[Saved data entries]

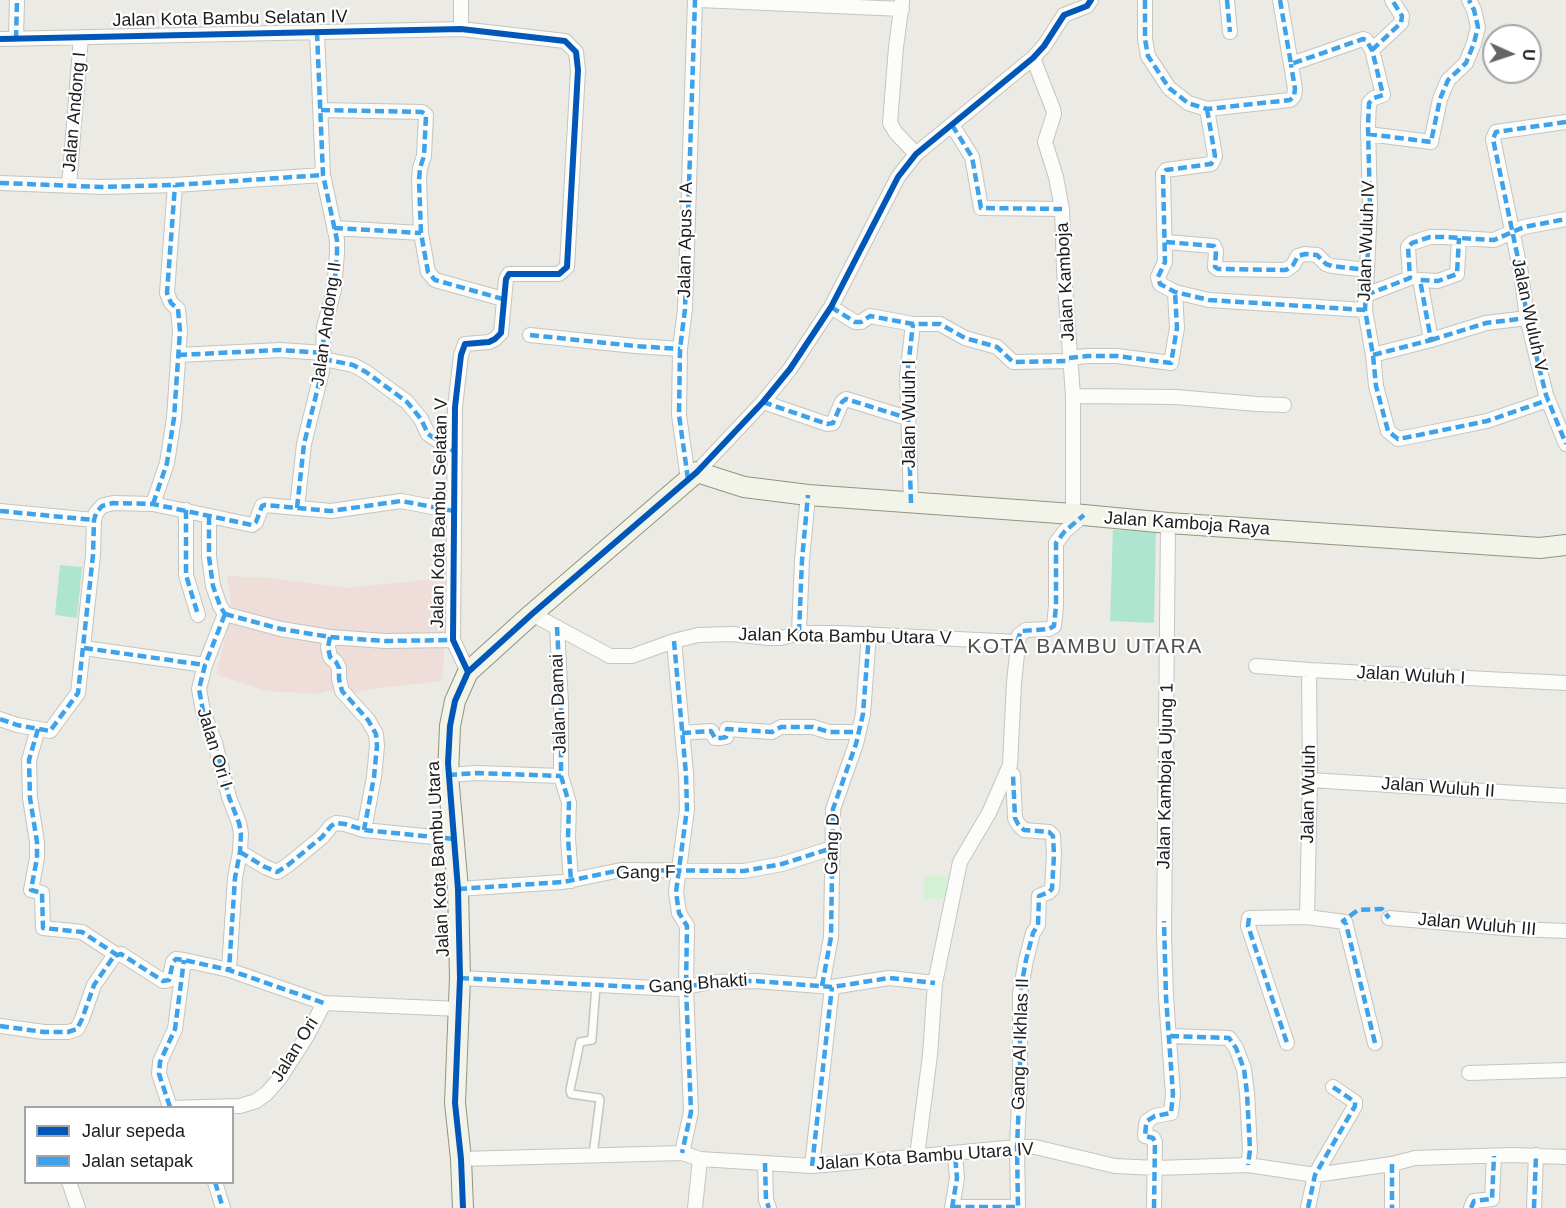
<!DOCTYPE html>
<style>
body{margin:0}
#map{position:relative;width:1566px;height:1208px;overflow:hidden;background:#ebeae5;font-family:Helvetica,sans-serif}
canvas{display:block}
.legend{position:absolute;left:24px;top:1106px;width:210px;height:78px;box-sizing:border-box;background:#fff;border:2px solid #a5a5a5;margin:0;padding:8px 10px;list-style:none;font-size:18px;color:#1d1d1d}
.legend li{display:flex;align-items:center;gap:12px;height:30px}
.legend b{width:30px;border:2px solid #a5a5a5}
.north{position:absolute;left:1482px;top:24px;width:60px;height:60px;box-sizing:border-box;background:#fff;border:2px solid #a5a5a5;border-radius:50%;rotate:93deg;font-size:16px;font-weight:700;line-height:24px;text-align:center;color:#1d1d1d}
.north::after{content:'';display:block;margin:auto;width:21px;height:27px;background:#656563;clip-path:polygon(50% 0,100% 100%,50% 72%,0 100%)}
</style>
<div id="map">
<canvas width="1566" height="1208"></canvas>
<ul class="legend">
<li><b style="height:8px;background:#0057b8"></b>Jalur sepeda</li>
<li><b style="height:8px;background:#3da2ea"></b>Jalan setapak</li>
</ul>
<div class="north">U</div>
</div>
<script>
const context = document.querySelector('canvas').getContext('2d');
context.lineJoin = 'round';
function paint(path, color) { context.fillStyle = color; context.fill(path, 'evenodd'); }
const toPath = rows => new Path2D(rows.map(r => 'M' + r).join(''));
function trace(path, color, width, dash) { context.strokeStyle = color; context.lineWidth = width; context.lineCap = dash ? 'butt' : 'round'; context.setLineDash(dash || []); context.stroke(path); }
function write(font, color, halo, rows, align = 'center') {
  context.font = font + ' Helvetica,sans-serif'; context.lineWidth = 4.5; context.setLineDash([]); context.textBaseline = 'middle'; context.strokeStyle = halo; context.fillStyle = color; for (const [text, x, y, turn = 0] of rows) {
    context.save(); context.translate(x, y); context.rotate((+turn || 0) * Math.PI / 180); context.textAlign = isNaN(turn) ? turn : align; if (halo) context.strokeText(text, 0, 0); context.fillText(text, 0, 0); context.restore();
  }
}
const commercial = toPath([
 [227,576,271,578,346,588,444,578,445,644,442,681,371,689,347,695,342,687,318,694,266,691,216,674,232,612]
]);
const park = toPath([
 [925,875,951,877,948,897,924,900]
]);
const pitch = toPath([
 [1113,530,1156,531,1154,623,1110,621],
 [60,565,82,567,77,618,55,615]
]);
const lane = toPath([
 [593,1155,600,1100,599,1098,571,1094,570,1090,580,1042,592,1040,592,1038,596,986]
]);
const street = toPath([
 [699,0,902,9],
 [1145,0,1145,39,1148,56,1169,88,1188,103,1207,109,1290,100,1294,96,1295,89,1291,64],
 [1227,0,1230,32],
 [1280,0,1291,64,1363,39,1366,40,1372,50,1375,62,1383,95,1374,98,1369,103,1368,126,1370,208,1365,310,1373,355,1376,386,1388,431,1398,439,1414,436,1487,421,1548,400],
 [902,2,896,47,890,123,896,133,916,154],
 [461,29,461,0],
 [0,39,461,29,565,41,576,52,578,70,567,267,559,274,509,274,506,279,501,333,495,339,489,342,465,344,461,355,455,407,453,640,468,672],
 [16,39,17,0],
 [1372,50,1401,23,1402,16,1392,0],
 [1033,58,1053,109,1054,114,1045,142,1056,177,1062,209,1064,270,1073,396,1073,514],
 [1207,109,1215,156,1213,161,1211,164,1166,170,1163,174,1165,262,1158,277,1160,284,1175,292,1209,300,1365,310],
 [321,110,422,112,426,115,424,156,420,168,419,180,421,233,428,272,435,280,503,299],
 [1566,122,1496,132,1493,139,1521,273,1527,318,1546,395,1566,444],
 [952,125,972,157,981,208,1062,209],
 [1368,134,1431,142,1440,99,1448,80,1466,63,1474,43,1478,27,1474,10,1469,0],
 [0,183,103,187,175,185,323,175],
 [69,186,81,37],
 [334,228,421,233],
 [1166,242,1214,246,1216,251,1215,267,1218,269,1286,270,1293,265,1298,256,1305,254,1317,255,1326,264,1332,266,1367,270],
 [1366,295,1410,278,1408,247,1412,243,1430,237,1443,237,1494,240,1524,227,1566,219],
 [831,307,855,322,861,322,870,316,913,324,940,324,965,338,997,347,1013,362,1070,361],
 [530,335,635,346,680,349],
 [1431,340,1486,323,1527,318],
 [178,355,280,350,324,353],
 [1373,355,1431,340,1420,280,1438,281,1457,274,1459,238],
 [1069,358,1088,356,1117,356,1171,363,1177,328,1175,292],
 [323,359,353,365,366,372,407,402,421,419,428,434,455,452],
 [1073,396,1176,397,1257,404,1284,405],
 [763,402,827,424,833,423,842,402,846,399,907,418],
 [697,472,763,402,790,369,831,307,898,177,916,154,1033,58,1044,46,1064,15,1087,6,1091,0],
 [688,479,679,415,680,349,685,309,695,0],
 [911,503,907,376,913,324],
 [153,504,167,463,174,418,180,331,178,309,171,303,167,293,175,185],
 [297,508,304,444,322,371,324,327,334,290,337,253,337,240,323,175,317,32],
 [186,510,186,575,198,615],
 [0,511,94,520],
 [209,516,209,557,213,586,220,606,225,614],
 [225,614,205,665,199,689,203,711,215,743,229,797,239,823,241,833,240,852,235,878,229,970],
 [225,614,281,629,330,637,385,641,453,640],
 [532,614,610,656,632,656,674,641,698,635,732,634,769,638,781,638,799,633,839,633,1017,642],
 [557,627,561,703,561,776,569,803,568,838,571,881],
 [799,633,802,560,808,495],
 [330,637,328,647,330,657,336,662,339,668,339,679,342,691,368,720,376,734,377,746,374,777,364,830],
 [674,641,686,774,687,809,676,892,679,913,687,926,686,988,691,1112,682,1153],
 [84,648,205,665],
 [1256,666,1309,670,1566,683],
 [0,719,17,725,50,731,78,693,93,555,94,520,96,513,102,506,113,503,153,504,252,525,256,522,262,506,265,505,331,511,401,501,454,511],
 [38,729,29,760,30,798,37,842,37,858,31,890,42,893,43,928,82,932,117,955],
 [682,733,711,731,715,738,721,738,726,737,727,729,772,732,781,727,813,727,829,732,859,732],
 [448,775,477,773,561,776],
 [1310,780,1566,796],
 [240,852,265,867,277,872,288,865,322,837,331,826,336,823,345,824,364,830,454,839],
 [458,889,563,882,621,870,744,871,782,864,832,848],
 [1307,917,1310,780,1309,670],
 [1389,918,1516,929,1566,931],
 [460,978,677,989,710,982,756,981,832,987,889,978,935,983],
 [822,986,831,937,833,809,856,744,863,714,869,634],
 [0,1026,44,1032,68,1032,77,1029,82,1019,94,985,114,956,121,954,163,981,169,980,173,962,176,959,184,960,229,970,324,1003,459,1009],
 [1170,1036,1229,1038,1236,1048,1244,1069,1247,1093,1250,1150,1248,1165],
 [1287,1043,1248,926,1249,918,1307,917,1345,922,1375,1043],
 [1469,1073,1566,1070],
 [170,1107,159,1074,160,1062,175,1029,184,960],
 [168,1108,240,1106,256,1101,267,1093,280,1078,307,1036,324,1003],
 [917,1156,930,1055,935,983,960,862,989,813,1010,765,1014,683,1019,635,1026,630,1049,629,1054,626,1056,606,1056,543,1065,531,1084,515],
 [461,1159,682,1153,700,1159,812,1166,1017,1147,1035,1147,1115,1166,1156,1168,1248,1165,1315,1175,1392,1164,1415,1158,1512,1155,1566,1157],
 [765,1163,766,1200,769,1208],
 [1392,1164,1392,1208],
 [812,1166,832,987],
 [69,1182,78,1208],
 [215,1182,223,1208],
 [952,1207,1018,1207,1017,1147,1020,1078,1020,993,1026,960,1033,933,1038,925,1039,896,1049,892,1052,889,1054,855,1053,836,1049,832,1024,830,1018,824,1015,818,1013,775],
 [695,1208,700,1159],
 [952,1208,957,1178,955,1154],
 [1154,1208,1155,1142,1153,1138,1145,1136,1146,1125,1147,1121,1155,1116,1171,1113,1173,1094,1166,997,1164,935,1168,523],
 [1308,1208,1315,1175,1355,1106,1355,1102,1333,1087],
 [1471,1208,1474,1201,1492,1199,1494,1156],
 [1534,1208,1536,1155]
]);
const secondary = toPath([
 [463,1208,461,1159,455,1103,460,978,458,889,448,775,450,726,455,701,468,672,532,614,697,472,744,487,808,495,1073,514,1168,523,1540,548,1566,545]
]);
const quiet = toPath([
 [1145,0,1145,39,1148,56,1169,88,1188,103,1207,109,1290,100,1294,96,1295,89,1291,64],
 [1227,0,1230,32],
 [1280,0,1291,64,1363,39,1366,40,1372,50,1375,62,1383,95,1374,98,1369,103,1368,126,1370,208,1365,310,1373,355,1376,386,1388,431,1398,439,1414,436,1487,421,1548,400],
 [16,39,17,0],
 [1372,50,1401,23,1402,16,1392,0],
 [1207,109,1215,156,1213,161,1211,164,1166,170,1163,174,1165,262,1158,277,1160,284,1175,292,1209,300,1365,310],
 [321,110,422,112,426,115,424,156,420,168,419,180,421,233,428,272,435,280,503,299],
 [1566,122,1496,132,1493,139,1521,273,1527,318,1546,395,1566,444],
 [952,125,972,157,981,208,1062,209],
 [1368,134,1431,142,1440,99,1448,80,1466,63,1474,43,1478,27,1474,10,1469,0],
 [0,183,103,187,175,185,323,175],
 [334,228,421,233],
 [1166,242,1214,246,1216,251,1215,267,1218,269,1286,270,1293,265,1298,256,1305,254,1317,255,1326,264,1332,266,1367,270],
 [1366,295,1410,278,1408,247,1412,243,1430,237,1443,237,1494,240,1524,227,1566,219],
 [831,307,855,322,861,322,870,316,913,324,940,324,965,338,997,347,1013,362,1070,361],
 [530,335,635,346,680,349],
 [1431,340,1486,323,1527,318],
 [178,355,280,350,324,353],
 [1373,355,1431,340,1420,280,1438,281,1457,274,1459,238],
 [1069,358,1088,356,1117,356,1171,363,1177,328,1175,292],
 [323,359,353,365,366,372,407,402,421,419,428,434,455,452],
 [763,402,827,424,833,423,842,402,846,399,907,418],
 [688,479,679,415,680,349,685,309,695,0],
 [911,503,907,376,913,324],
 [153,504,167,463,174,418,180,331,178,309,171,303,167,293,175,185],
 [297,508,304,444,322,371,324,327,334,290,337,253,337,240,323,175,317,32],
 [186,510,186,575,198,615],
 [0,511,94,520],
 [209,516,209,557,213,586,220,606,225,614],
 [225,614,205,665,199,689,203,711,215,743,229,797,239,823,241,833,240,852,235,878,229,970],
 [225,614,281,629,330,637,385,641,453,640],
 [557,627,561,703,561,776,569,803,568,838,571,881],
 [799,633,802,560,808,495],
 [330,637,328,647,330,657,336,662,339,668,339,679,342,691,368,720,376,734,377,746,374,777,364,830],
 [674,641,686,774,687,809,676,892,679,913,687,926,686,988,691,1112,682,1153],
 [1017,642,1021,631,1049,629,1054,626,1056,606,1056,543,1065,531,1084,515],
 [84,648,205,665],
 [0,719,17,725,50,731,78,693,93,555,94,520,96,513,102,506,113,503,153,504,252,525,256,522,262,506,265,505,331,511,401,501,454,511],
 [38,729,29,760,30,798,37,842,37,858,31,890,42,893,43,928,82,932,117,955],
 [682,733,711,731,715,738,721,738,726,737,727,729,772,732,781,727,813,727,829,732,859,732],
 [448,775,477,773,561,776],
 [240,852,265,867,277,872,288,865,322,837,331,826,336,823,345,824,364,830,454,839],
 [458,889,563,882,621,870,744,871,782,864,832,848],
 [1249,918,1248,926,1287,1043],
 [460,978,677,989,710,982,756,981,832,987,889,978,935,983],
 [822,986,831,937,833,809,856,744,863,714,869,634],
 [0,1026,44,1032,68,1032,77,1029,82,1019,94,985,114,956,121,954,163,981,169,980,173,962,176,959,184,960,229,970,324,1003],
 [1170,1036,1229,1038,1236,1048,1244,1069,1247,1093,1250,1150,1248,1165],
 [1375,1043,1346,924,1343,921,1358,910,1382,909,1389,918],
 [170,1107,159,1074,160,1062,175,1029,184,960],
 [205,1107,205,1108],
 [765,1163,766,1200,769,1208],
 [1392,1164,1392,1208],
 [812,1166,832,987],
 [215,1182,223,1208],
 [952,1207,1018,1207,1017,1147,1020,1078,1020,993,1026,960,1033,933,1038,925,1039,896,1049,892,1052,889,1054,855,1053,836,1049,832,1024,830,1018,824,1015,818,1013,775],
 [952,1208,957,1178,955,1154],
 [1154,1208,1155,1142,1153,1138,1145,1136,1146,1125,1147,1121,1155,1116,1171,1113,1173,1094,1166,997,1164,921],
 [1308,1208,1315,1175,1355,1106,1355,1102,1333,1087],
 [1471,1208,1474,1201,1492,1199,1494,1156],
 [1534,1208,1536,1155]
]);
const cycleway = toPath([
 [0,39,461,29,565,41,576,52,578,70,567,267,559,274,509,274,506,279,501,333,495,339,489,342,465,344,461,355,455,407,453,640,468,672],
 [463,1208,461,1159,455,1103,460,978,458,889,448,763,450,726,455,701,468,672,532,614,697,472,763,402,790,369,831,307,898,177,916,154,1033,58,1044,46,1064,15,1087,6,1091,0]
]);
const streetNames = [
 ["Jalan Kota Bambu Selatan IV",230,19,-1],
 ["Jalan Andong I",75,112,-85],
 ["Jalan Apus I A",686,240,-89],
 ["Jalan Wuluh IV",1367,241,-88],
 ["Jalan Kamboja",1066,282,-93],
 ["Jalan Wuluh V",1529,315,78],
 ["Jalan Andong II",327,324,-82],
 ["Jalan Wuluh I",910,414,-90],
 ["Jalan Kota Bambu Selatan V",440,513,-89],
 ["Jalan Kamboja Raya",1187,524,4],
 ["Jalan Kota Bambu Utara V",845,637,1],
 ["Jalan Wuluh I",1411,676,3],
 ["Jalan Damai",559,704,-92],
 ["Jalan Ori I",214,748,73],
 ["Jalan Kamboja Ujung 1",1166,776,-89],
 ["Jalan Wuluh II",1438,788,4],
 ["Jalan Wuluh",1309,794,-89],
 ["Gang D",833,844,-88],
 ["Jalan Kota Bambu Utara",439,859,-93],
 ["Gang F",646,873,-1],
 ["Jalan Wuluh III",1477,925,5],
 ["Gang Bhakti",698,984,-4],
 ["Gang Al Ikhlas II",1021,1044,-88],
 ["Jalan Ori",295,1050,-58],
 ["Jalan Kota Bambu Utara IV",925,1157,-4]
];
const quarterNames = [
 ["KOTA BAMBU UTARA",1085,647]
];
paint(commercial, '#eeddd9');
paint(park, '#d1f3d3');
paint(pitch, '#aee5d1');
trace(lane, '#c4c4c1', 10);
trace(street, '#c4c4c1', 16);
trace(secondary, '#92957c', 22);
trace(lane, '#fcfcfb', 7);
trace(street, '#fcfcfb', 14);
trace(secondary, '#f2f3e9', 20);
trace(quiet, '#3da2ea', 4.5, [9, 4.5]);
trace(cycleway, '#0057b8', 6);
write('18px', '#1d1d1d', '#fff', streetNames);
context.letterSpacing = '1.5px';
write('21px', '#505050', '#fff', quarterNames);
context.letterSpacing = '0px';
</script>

**REQUIRED WORK**
Go through the entries above and count the lines holding the word "absolute"; write nothing but the number.

**FINAL ANSWER**
2